Mad About Majorettes

In 1938, the University of Maryland Student Band unveiled its coed drum majorettes for the first time.  This was another big first for the band, with women instrumentalists having joined in 1936.  Making their debut on the field prior to a football game against Western Maryland in October 1938, the ladies quickly found themselves at the center of controversy.

Drum Majorettes, 1951
Drum Majorettes, 1951

The Washington Times fanned the flames by mentioning the majorettes in several articles, according to Musical Ambassadors of Maryland: A Centennial Celebration, a 2009 book about the marching band’s history.  The Times focused on the ladies’ physical appearance, including their heights and weights, and commented archly that their first appearance “startled several thousand spectators last Saturday when they appeared at the head of the band…in resplendent uniforms consisting of brass-buttoned jackets, plumed hats, and black boots, but very little else.”

The press was not the only entity questioning the propriety of the majorettes and their outfits, with Dean of Women Adele Stamp actively involved in a hurried re-working of the majorettes’ uniforms.  Miss Stamp did not believe that majorettes should exist, and for a time she seems to have gotten her way.  The following year, 1939-1940, the only women in the band were instrumentalists.

Yet the issue would not die, as a October 1945 letter from Adele Stamp to UMD President Curley Byrd makes clear.  Stamp writes: “The question of drum majorettes has also come up again.  Can we not settle this once and for all?…You will recall the furore (sic) that was created the time they appeared at the Western Maryland game…I am opposed to drum majorettes.  I think they have no part in a college program and I know of no well-known or reputable state university that has them.  They savor too much of the Atlantic City parades and the bathing beauty contests.”
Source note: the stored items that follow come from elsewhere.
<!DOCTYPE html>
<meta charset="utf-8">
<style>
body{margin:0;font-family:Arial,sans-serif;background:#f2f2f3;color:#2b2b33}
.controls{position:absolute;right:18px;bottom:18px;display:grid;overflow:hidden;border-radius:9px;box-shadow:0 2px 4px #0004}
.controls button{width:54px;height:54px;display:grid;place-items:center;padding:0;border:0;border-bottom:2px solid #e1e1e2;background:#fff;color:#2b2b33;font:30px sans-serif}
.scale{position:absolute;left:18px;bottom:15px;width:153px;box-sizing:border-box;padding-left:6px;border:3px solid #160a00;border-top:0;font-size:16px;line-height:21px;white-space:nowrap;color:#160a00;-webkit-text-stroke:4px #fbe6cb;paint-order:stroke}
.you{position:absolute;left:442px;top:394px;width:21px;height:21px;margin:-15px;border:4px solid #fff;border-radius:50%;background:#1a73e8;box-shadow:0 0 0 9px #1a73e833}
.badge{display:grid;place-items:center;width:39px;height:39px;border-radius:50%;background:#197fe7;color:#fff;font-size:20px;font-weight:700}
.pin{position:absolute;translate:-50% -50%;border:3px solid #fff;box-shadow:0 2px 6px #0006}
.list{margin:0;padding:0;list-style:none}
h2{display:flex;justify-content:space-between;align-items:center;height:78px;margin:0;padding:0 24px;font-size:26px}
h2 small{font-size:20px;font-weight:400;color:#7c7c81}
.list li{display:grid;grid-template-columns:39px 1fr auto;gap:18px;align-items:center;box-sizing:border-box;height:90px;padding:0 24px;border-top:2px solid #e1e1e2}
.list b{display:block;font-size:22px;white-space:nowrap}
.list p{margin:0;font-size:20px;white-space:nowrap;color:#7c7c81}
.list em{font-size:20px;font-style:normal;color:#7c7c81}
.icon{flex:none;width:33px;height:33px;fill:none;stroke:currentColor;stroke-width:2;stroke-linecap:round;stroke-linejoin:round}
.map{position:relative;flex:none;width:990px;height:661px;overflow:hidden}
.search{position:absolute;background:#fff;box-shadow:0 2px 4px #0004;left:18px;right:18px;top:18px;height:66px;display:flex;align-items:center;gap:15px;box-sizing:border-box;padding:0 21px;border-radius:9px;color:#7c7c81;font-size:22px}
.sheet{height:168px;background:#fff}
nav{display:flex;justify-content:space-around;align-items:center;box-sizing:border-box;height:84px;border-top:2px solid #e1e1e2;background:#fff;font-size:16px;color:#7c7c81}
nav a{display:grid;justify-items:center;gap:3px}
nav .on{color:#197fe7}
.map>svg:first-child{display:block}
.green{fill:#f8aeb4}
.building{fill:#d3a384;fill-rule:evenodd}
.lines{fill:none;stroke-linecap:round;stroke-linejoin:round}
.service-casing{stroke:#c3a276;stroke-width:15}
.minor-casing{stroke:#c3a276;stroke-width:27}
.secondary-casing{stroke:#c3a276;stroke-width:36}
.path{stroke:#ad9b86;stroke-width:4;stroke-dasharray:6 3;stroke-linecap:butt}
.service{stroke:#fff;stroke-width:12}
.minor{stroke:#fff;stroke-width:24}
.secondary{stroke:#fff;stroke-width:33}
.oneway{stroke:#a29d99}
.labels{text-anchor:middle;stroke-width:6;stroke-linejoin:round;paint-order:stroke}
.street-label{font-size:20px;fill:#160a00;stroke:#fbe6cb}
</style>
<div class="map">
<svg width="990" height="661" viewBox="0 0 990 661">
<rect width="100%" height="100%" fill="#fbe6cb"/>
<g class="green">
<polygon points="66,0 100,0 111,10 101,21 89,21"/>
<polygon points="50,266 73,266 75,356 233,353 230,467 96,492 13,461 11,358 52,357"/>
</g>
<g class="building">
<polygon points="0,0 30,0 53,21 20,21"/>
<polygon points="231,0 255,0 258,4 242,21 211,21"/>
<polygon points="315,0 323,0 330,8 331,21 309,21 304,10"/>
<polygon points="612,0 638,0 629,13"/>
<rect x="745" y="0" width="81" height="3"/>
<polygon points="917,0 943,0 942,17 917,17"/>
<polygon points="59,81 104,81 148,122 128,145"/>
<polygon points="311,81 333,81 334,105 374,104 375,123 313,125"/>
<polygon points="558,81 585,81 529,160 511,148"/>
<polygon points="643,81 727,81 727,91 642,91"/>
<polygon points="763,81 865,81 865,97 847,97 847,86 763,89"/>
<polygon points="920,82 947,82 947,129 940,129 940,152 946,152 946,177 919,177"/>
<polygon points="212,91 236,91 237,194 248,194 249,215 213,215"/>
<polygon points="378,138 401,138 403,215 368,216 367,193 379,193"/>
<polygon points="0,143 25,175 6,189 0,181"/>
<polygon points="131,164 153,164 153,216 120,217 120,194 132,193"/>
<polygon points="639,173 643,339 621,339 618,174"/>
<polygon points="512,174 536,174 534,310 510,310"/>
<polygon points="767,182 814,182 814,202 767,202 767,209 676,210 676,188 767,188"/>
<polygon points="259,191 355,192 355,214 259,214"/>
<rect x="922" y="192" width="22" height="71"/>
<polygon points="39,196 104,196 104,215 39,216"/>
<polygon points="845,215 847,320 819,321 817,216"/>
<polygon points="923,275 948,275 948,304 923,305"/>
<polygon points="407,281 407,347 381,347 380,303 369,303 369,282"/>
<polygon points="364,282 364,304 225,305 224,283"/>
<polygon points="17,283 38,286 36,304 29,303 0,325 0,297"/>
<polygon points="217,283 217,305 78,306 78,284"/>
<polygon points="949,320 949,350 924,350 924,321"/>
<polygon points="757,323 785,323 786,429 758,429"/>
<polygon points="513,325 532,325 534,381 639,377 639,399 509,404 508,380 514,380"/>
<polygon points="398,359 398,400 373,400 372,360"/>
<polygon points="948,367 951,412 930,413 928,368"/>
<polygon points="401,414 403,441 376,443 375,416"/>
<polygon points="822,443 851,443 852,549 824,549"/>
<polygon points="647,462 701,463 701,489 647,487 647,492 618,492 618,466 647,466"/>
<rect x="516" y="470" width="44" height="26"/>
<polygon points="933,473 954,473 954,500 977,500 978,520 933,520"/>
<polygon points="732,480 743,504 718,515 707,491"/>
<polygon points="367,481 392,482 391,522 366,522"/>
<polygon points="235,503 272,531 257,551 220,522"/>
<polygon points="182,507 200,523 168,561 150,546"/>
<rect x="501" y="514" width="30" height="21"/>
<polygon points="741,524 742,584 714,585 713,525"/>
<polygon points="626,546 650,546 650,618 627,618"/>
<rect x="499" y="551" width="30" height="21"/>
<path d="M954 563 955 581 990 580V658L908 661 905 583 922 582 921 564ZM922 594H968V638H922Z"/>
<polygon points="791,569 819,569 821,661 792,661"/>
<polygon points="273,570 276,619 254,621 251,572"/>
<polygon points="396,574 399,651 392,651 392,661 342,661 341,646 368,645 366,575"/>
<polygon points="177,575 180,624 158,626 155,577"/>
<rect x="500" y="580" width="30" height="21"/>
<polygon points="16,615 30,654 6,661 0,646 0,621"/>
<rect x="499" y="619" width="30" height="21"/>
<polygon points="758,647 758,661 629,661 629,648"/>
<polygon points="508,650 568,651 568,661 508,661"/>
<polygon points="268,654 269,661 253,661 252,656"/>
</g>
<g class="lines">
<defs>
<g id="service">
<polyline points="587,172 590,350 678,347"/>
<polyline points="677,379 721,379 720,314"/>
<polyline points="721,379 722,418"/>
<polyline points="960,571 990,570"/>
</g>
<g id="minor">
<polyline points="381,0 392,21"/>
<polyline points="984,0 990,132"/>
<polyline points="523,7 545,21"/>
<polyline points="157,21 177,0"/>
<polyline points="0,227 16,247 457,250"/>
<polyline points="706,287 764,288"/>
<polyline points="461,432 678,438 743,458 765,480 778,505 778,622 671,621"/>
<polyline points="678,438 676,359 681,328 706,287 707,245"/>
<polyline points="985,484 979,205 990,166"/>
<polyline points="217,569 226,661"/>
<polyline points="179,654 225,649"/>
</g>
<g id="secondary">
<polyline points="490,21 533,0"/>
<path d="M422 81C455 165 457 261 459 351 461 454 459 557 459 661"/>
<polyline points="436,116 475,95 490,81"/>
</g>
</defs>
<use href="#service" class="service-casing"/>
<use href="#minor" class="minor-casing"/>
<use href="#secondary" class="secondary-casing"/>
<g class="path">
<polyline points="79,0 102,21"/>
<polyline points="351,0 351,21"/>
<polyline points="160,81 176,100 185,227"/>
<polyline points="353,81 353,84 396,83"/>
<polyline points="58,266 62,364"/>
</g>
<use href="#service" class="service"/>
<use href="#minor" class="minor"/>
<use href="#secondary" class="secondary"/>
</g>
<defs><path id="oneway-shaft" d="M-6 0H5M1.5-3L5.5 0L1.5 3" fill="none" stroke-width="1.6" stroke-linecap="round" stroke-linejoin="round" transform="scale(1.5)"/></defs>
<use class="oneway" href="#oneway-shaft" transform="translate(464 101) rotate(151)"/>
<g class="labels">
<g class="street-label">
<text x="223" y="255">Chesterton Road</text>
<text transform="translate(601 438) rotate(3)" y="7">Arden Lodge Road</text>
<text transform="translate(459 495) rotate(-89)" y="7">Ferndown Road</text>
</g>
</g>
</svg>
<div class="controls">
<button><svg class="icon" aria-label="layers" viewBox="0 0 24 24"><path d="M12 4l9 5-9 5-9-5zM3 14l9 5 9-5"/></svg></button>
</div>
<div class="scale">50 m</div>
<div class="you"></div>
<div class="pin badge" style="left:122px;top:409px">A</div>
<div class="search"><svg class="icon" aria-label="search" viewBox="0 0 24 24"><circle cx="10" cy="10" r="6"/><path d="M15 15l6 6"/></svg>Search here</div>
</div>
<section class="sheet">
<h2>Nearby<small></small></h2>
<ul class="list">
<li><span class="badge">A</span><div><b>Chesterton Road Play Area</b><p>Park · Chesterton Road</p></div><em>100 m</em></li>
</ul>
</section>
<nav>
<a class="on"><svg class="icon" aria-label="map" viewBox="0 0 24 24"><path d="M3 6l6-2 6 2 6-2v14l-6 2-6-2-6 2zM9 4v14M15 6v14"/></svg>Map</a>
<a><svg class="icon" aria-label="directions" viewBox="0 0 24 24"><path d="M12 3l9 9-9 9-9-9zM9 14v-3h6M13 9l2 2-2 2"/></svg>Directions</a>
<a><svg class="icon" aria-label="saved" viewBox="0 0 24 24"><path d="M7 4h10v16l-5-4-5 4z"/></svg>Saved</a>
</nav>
Drum Majorette Jean Weaver and Drum Major Mike Board, 1961.
Drum Majorette Jean Weaver and Drum Major Mike Board, 1961.

Whether the ladies’ roles as majorettes simply offended Stamp’s sensibilities, or whether she was concerned about their being exploited (or some combination thereof) we’ll probably never know.  But the majorettes did re-appear, and by the early 1950s they were around to stay.  Happily, they are no longer referred to as drum majorettes, but drum majors like their male counterparts, with the focus is solely on their leadership, and not on their outfits.